BEGIN

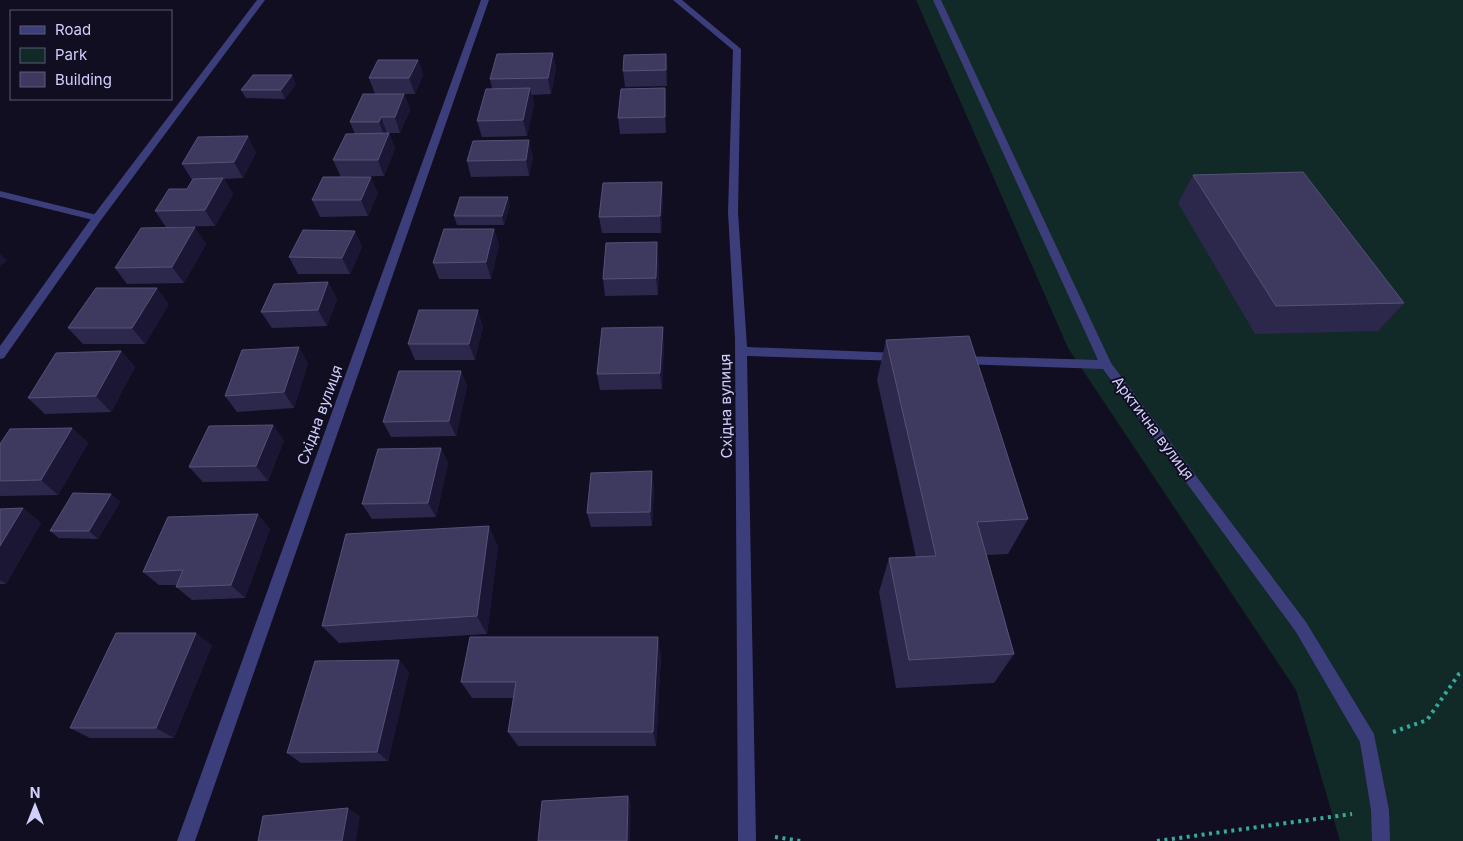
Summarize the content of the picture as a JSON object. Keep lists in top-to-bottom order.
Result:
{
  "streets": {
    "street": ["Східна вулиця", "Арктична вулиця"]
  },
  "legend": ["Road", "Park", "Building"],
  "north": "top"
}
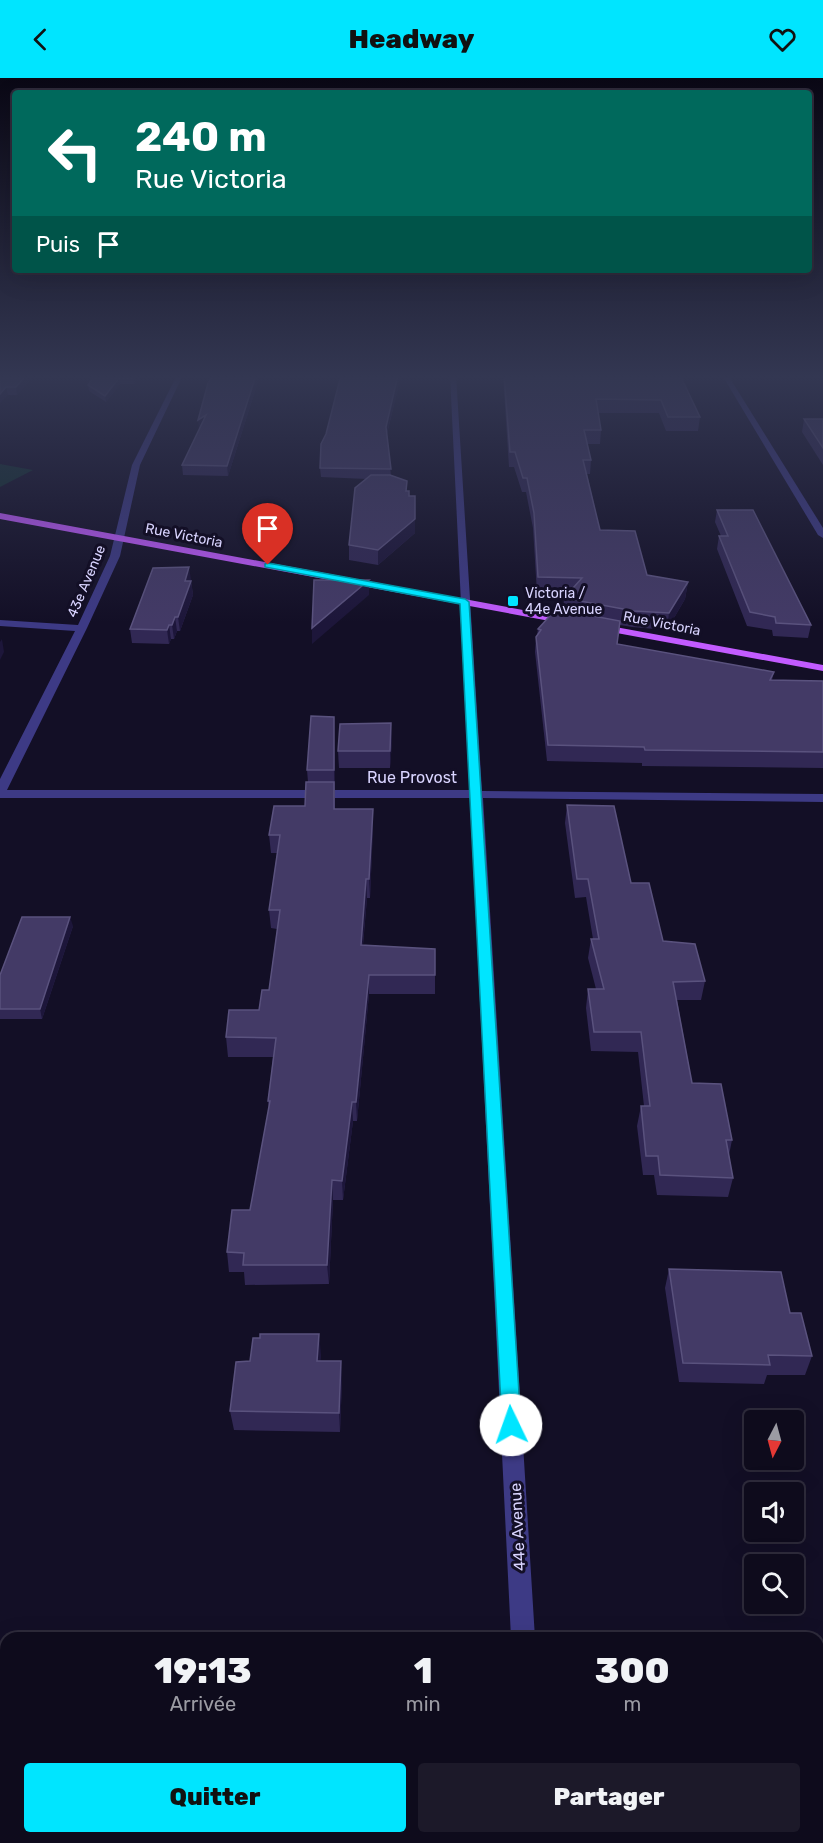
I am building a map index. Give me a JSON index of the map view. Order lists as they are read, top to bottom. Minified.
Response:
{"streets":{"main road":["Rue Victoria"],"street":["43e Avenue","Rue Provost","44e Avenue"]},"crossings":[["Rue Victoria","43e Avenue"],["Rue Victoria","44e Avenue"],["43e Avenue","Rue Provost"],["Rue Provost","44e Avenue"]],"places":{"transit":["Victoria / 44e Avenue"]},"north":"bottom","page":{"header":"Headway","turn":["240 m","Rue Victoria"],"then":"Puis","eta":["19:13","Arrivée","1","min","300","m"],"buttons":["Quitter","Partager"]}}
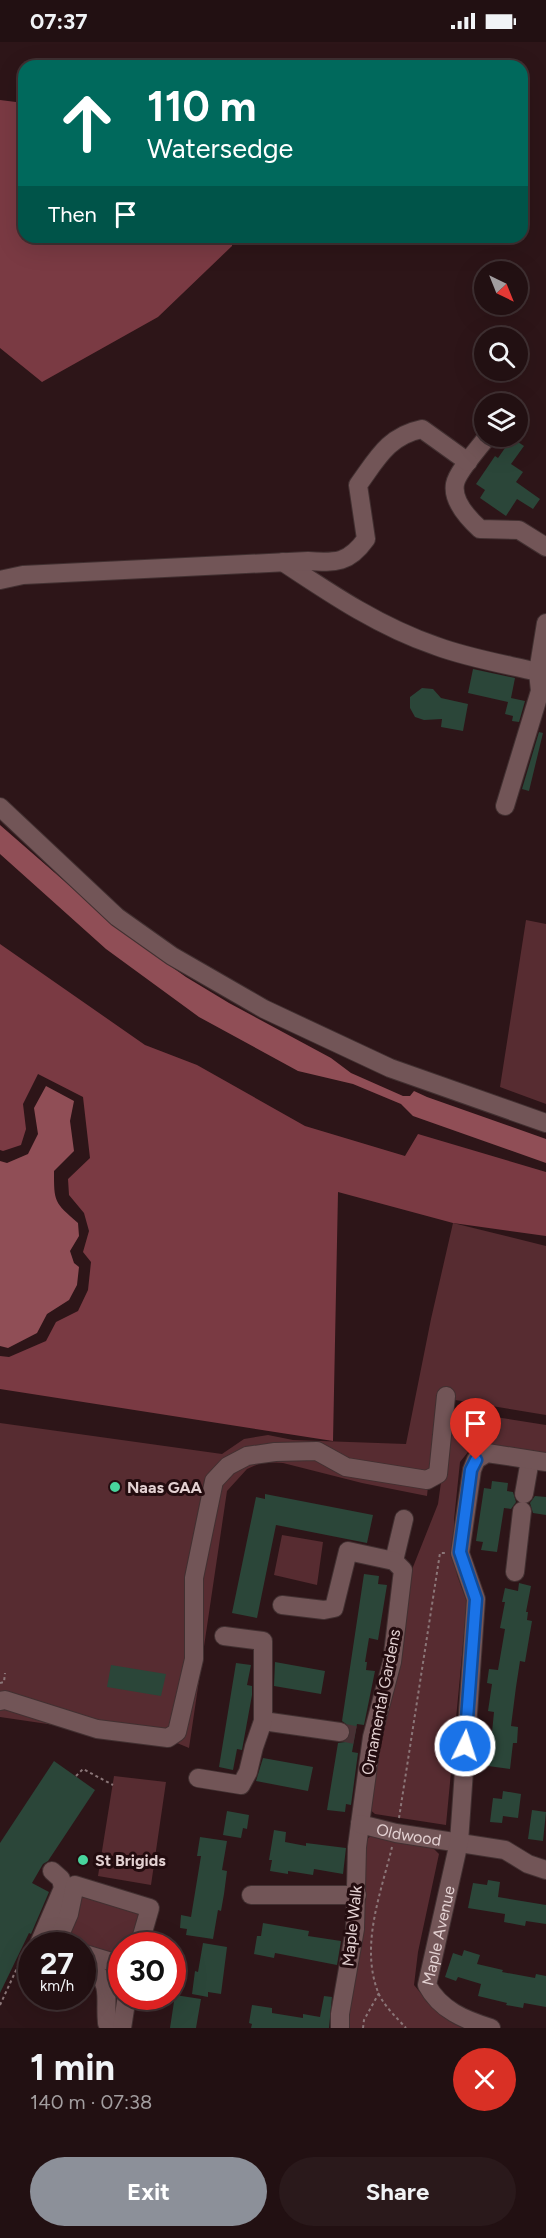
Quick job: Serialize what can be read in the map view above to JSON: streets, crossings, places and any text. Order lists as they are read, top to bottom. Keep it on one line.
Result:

END

Your task is to repeat the material above exactly, without its pictures.

> [Result of the task]:
Summarize the content of the picture as a JSON object. Keep lists in top-to-bottom order.
Result:
{
  "streets": {
    "street": ["Східна вулиця", "Арктична вулиця"]
  },
  "legend": ["Road", "Park", "Building"],
  "north": "top"
}
I am building a map index. Give me a JSON index of the map view. Order lists as they are read, top to bottom. Minified.
Response:
{"streets":{"main road":["Rue Victoria"],"street":["43e Avenue","Rue Provost","44e Avenue"]},"crossings":[["Rue Victoria","43e Avenue"],["Rue Victoria","44e Avenue"],["43e Avenue","Rue Provost"],["Rue Provost","44e Avenue"]],"places":{"transit":["Victoria / 44e Avenue"]},"north":"bottom","page":{"header":"Headway","turn":["240 m","Rue Victoria"],"then":"Puis","eta":["19:13","Arrivée","1","min","300","m"],"buttons":["Quitter","Partager"]}}
Quick job: Serialize what can be read in the map view above to JSON: streets, crossings, places and any text. Order lists as they are read, top to bottom. Keep it on one line.
Result:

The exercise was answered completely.